[Saved data entries]
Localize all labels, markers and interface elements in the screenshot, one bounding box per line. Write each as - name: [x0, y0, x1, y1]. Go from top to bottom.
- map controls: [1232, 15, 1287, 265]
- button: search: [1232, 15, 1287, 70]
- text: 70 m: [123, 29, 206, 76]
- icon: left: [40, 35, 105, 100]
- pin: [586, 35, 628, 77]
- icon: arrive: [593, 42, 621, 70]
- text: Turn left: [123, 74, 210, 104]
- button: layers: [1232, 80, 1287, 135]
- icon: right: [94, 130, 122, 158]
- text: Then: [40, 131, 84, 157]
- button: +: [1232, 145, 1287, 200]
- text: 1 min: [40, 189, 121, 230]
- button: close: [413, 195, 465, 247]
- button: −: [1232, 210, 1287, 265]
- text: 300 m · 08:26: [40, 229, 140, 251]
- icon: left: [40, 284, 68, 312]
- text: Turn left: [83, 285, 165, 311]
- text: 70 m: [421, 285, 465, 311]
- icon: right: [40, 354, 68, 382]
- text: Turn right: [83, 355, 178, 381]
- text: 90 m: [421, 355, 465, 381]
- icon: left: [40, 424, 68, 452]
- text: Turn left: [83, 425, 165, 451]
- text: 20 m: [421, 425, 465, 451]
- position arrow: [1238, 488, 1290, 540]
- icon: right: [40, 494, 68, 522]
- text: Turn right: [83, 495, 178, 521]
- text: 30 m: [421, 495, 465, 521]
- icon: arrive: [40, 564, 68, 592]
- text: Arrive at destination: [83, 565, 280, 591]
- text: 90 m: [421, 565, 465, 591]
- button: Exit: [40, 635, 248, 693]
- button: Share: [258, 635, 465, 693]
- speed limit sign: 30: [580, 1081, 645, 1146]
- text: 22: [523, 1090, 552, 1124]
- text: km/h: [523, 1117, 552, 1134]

# To do:
Return the entries in full, keeping every line exactly as it is.

# Answer to the exercise:
Localize all labels, markers and interface elements in the screenshot, one bounding box per line. Write each as - name: [x0, y0, x1, y1]. Go from top to bottom.
- map controls: [1232, 15, 1287, 265]
- button: search: [1232, 15, 1287, 70]
- text: 70 m: [123, 29, 206, 76]
- icon: left: [40, 35, 105, 100]
- pin: [586, 35, 628, 77]
- icon: arrive: [593, 42, 621, 70]
- text: Turn left: [123, 74, 210, 104]
- button: layers: [1232, 80, 1287, 135]
- icon: right: [94, 130, 122, 158]
- text: Then: [40, 131, 84, 157]
- button: +: [1232, 145, 1287, 200]
- text: 1 min: [40, 189, 121, 230]
- button: close: [413, 195, 465, 247]
- button: −: [1232, 210, 1287, 265]
- text: 300 m · 08:26: [40, 229, 140, 251]
- icon: left: [40, 284, 68, 312]
- text: Turn left: [83, 285, 165, 311]
- text: 70 m: [421, 285, 465, 311]
- icon: right: [40, 354, 68, 382]
- text: Turn right: [83, 355, 178, 381]
- text: 90 m: [421, 355, 465, 381]
- icon: left: [40, 424, 68, 452]
- text: Turn left: [83, 425, 165, 451]
- text: 20 m: [421, 425, 465, 451]
- position arrow: [1238, 488, 1290, 540]
- icon: right: [40, 494, 68, 522]
- text: Turn right: [83, 495, 178, 521]
- text: 30 m: [421, 495, 465, 521]
- icon: arrive: [40, 564, 68, 592]
- text: Arrive at destination: [83, 565, 280, 591]
- text: 90 m: [421, 565, 465, 591]
- button: Exit: [40, 635, 248, 693]
- button: Share: [258, 635, 465, 693]
- speed limit sign: 30: [580, 1081, 645, 1146]
- text: 22: [523, 1090, 552, 1124]
- text: km/h: [523, 1117, 552, 1134]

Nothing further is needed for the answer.